Pommes de terre problématiques
Tous se sont toutefois accordés pour reconnaître les difficultés actuelles avec certaines cultures, dont l’emblématique pomme de terre: elle réclame un sol meuble, donc profondément labouré et organisé en buttes, des champs qui ne résistent pas aux fortes précipitations, mais pourraient être infestés, en cas de couverts végétaux, par des vers fil-de-fer, des ravageurs bien connus qui creusent des galeries dans les tubercules. "Ah oui, en effet, la patate est encore un cas limite", a reconnu Hanspeter Liniger, "mais voyons les choses plus globalement: pour limiter les températures, contre les inondations, pour la bonne santé d’un sol, la quantité de matière organique présente n’est qu’une conséquence, car c’est bien sa capacité à conserver l’humidité grâce aux micro-organismes qui fait la différence, et peut participer significativement aux microclimats."

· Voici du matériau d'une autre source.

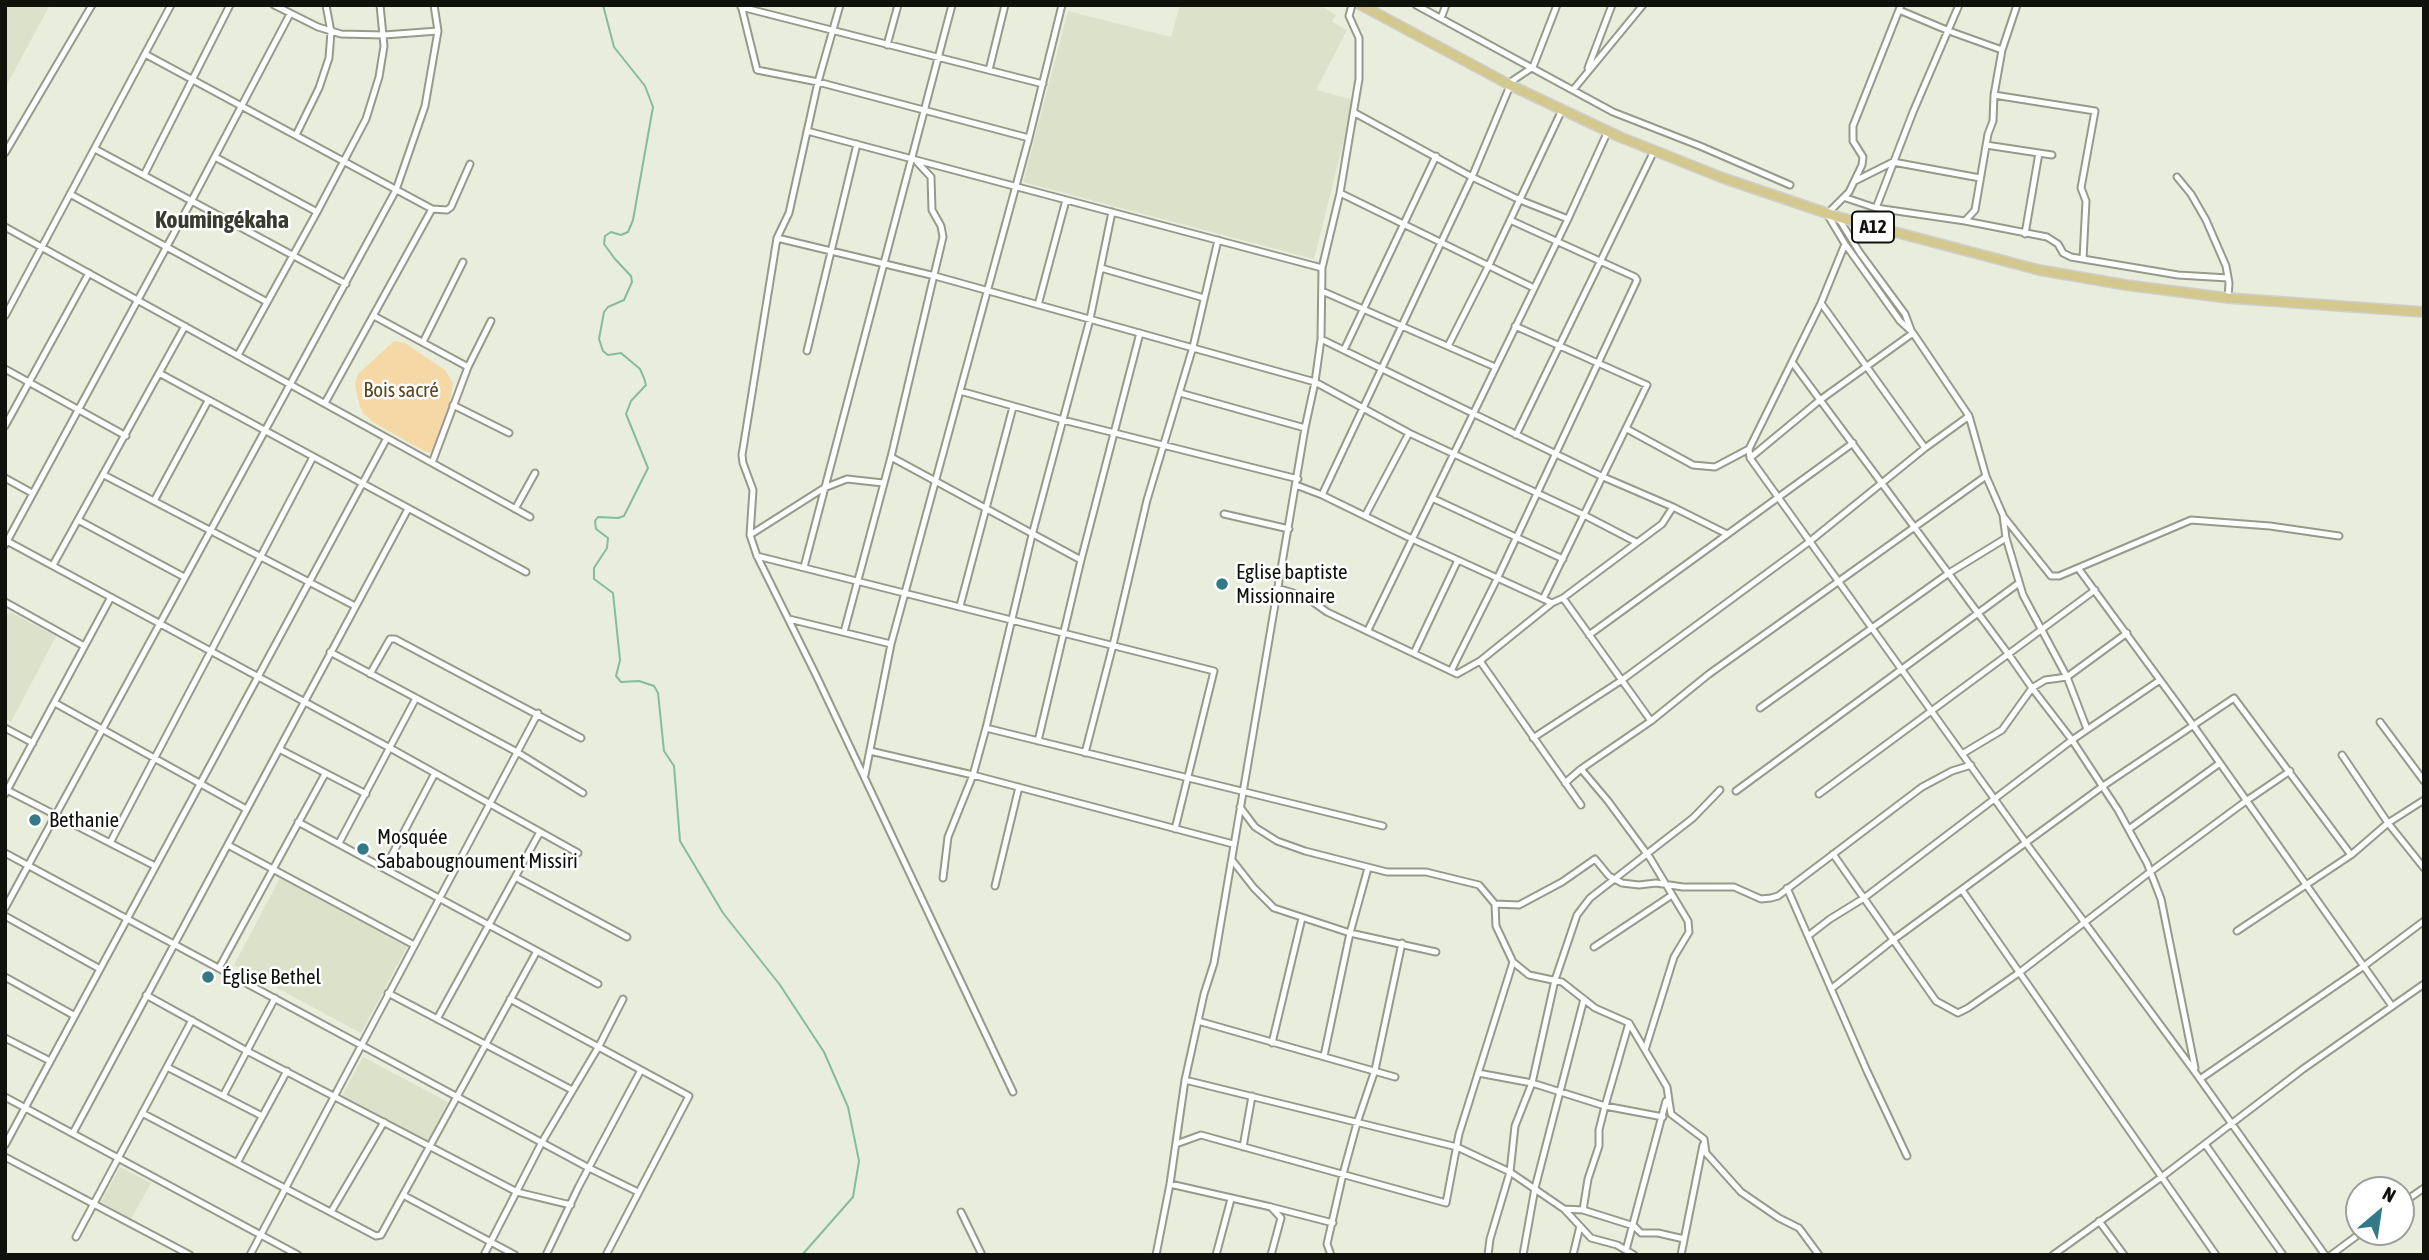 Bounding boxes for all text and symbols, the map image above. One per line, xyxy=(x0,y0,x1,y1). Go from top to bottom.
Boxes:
district label: Koumingékaha xyxy=(155,206,289,234)
road number: A12 xyxy=(1852,212,1894,243)
park label: Bois sacré xyxy=(363,377,439,403)
place label: Eglise baptiste Missionnaire xyxy=(1236,559,1348,609)
marker: Eglise baptiste Missionnaire xyxy=(1214,576,1230,592)
place label: Bethanie xyxy=(49,807,119,833)
marker: Bethanie xyxy=(27,812,43,828)
place label: Mosquée Sababougnoument Missiri xyxy=(377,824,578,874)
marker: Mosquée Sababougnoument Missiri xyxy=(355,841,371,857)
place label: Église Bethel xyxy=(222,964,321,990)
marker: Église Bethel xyxy=(200,969,216,985)
north arrow xyxy=(2345,1176,2415,1246)
text: N xyxy=(2379,1182,2399,1207) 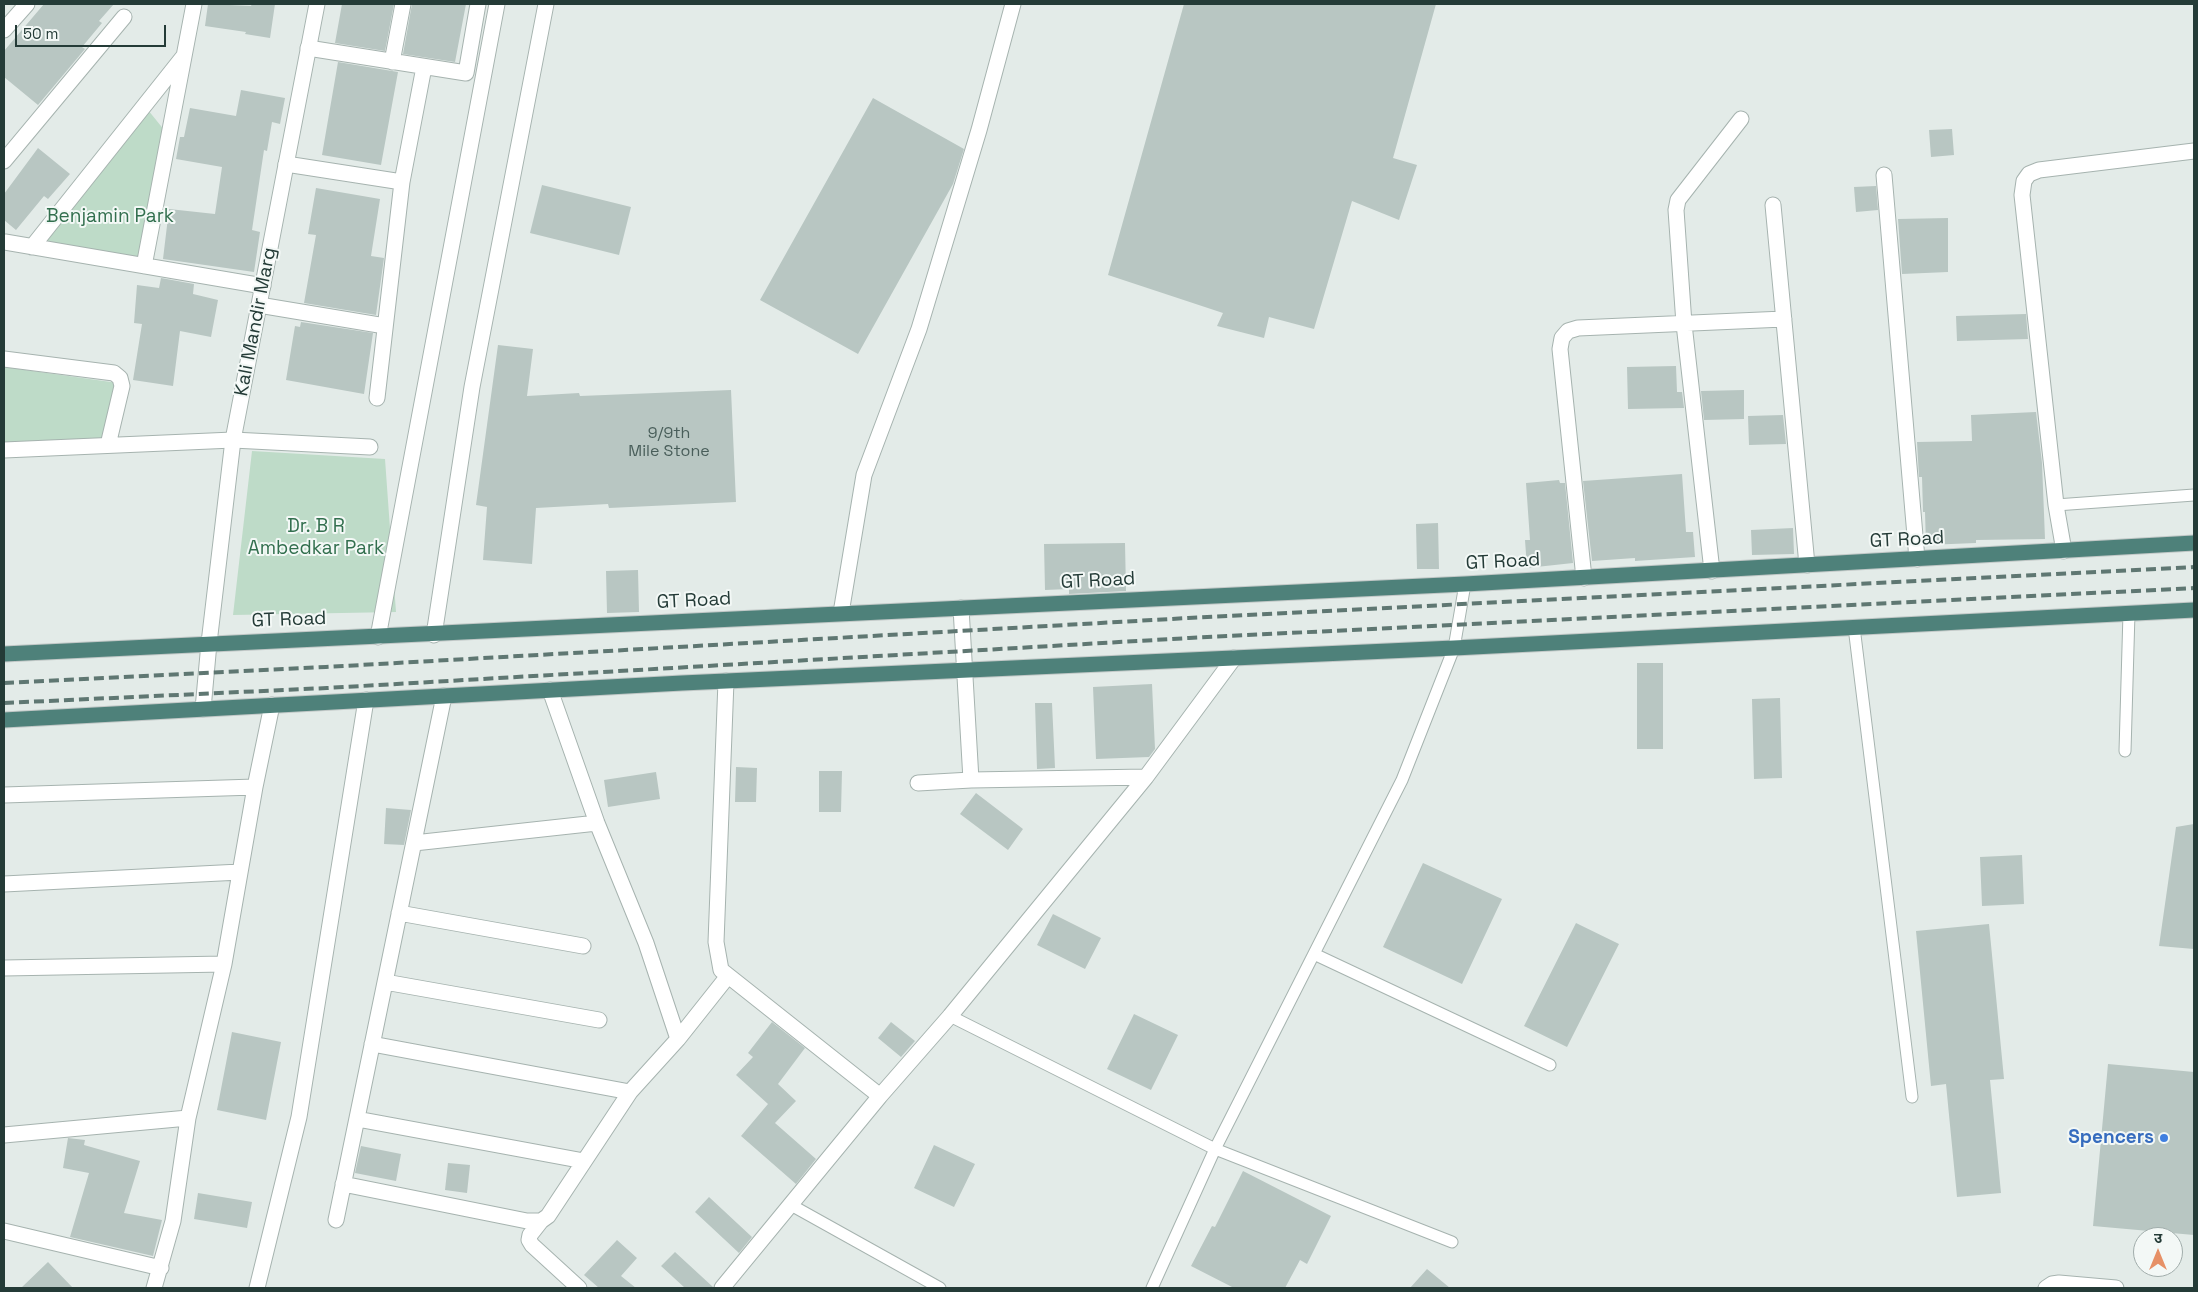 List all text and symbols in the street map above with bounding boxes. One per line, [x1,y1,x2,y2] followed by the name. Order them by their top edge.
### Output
[18,15,169,47] scale bar
[23,24,58,43] text: 50 m
[46,206,174,228] park label: Benjamin Park
[230,246,282,398] street label: Kali Mandir Marg
[628,424,710,462] house number: 9/9th Mile Stone
[248,516,384,560] park label: Dr. B R Ambedkar Park
[1869,527,1945,553] street label: GT Road
[1465,549,1541,575] street label: GT Road
[1060,568,1136,594] street label: GT Road
[656,588,732,614] street label: GT Road
[251,607,327,633] street label: GT Road
[2068,1127,2154,1149] place label: Spencers
[2158,1132,2170,1144] marker: Spencers
[2133,1227,2183,1277] north arrow
[2154,1229,2162,1247] text: उ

Un Forum national et un site d’information
AGRIDEA organise une centaine de cours par année, avec quelque 2'500 participants. Habituellement ils sont destinés avant tout aux personnes actives dans la vulgarisation agricole et les administrations, mais cette fois c’est une fondation privée, la Fondation Léopold Bachmann pour le développement durable, qui a choisi de soutenir financièrement l’initiative, sur deux ans, directement auprès des agriculteurs.
Quant à AGRIDEA, elle s’est récemment alliée à la HAFL, la Haute école des sciences agronomiques, forestières et alimentaires, à Zollikofen (BE), pour créer un Forum national «pour une gestion durable de l’eau dans l’agriculture», rassemblant toutes les connaissances sur le site agripedia.ch. Danielle Albiker, co-initiatrice du forum et responsable du domaine de l’eau chez AGRIDEA, faisait partie des intervenants de la journée à Bavois, laquelle se prolonge par une 2nde journée fin mars à Moudon (VD) qui parlera d’hydrologie régénérative, ou comment cultiver l’eau sur une exploitation. Une formation similaire est organisée en Suisse alémanique. Témoin de préoccupations partagées entre experts, enseignants et nouvelles générations d’agriculteurs, une dynamique est en marche.